The Investment Environment and Asset Allocation


Reilly and Norton:
Chapter 1:

Questions:

1. Define investment. Discuss the overall purposes people have for investing.
4. Discuss why you would expect the saving-borrowing pattern to differ by
occupation (for example, for a doctor versus a plumber)
5. Explain why you would change your nominal required rate of return if you
expected the rate of inflation to go from 0 percent (no inflation) to 7 percent.
Give an example of what would happen if you did not change your required
rate of return under these conditions.
6. What is meant by the phrase, “time value of money”?
7. Explain the three components of an asset’s required rate of return.
8. If an economy’s real rate of return is 3 percent, expected inflation is 3 percent,
and the risk premium on a certain asset is 3 percent, should an investor’s
required rate of return be 9 percent? Why or why not?
9. Explain what will happen if a risky asset has an expected return o f 7 percent
while a safe asset has a expected return of 8 percent.
10. Explain why the phrase “risk drives expected returns” is true.
11. How does operational efficiency in a market differ from informational
efficiency?

Problems

1. What would be required rate of return on an investment in an economy with a


3 percent real rate of return, expected inflation of 4 percent, and a risk
premium of 4 percent? What would you expect $1,000 invested at this rate to
grow to after ten years? After twenty years?
2. Compute the required rate of return under the following scenarios:
a. Real rate = 4%, expected inflation = 6%, risk premium = 2%
b. Real rate = 3%, price level expected to rise 8%, risk premium = 3%
c.
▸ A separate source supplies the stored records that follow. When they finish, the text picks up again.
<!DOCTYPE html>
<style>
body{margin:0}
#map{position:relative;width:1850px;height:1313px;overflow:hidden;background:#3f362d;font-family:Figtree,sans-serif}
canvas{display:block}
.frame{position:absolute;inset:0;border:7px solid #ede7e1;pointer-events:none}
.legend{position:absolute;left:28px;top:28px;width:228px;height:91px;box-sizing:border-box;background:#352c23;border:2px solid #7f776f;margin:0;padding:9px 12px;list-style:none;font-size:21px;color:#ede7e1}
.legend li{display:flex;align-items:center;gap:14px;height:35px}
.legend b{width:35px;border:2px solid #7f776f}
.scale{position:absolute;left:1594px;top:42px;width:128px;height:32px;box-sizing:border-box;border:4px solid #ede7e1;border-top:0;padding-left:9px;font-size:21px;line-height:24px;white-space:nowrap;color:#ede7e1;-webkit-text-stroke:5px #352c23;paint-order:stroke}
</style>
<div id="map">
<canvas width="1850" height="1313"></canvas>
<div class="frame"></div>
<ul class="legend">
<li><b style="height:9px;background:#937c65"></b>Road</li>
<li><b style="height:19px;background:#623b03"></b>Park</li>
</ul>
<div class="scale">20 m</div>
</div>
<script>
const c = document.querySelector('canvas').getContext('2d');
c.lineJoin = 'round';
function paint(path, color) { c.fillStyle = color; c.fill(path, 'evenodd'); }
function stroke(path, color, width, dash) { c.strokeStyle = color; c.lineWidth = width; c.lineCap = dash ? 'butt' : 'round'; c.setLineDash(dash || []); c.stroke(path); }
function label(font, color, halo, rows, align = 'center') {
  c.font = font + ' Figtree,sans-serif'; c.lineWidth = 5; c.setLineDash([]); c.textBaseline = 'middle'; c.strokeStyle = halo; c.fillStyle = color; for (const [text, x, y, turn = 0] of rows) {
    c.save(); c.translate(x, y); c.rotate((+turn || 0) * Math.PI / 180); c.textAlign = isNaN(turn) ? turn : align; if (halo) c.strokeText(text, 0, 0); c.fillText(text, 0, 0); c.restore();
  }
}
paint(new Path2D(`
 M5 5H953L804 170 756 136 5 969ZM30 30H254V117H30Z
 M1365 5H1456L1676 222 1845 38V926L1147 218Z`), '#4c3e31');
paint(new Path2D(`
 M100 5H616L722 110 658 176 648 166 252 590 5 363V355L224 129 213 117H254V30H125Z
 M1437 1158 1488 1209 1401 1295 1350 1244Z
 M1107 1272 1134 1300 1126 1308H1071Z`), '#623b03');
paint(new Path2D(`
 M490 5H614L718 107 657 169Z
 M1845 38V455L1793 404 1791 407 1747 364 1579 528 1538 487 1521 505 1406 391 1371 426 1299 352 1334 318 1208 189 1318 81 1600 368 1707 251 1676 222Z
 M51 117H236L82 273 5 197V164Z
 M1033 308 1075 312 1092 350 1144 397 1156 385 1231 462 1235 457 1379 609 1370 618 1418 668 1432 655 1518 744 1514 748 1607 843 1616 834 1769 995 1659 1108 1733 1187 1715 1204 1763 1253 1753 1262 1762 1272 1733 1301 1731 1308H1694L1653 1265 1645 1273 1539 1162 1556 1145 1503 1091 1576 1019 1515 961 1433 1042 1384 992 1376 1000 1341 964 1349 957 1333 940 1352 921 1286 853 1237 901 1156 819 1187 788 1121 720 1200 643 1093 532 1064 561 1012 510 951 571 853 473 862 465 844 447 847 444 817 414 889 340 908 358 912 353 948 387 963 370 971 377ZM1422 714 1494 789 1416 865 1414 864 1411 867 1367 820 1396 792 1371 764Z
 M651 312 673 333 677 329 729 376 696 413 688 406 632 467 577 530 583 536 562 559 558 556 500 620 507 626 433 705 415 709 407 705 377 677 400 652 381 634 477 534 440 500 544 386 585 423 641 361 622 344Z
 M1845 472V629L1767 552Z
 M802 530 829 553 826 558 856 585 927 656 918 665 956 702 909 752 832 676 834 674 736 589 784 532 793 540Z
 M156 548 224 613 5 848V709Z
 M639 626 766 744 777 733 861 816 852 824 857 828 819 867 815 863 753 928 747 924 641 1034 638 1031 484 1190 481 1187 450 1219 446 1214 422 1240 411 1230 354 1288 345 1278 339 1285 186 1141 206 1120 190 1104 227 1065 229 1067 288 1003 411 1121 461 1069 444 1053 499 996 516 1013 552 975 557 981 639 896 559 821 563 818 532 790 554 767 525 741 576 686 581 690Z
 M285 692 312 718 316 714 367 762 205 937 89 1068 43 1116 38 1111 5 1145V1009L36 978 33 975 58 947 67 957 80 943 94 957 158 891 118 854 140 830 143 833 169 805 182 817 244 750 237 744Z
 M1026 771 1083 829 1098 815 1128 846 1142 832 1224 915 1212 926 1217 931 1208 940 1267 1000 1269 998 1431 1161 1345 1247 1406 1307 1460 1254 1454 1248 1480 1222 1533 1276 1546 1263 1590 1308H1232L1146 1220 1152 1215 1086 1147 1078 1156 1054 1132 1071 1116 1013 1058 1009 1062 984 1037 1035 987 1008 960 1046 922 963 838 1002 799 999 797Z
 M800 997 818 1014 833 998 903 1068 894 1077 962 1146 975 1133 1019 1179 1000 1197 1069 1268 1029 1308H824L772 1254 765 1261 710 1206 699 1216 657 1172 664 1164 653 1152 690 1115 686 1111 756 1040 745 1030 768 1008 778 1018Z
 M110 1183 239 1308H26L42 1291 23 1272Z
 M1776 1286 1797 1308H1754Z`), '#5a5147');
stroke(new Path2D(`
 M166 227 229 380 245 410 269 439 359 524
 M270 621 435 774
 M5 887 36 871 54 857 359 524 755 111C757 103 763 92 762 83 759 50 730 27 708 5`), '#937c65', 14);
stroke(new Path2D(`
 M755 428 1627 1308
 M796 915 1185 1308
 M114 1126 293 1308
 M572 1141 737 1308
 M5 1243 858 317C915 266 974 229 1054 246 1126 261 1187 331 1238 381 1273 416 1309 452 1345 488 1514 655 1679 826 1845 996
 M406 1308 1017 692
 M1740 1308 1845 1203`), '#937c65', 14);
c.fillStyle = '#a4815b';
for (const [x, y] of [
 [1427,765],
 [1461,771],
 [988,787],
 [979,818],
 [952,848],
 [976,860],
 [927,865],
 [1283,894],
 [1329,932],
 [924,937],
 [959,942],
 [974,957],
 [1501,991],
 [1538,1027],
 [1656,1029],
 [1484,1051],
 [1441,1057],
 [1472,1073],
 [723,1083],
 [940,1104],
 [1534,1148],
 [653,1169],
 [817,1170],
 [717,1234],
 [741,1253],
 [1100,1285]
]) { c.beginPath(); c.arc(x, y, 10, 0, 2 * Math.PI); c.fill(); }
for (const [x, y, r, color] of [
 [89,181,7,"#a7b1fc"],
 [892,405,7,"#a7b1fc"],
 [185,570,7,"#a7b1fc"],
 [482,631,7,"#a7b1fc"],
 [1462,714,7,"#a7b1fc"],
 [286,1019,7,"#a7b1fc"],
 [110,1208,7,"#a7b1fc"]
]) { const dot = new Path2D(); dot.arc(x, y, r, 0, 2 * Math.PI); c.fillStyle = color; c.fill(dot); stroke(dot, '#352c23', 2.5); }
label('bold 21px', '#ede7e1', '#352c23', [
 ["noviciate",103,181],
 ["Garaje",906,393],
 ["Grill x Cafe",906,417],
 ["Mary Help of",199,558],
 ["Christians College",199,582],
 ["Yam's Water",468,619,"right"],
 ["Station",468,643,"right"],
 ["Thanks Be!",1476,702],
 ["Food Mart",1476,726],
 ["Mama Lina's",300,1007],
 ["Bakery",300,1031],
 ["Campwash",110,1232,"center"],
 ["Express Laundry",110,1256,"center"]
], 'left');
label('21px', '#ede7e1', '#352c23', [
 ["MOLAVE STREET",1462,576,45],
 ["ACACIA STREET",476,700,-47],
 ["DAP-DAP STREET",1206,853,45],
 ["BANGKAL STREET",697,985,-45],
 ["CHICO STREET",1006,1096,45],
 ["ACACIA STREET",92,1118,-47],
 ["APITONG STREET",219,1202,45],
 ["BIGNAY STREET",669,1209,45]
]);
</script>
Real rate = 4%, price index expected to change from 145 to 151, risk
premium = 5%
3. The return on a tax-deferred account averages 8 percent over twenty years.
The initial investment is $10,000. Compare the investor’s after-tax value of
his portfolio if (a) he removes the savings all at once after the twenty years
and his tax bracket at the time is 25 percent; against (b) the value after twenty
years of an equivalent portfolio that earns 8 percent pre-tax in a taxable
account; the assumed tax rate on all annual investment returns is 25 percent.
4. Use the situation in Problem 3, only now assume in part (b) that tax-efficient
investing allows the investor to earn 7 percent after-tax. How does the
portfolio value compare with the after-tax value of the portfolio in part (a)?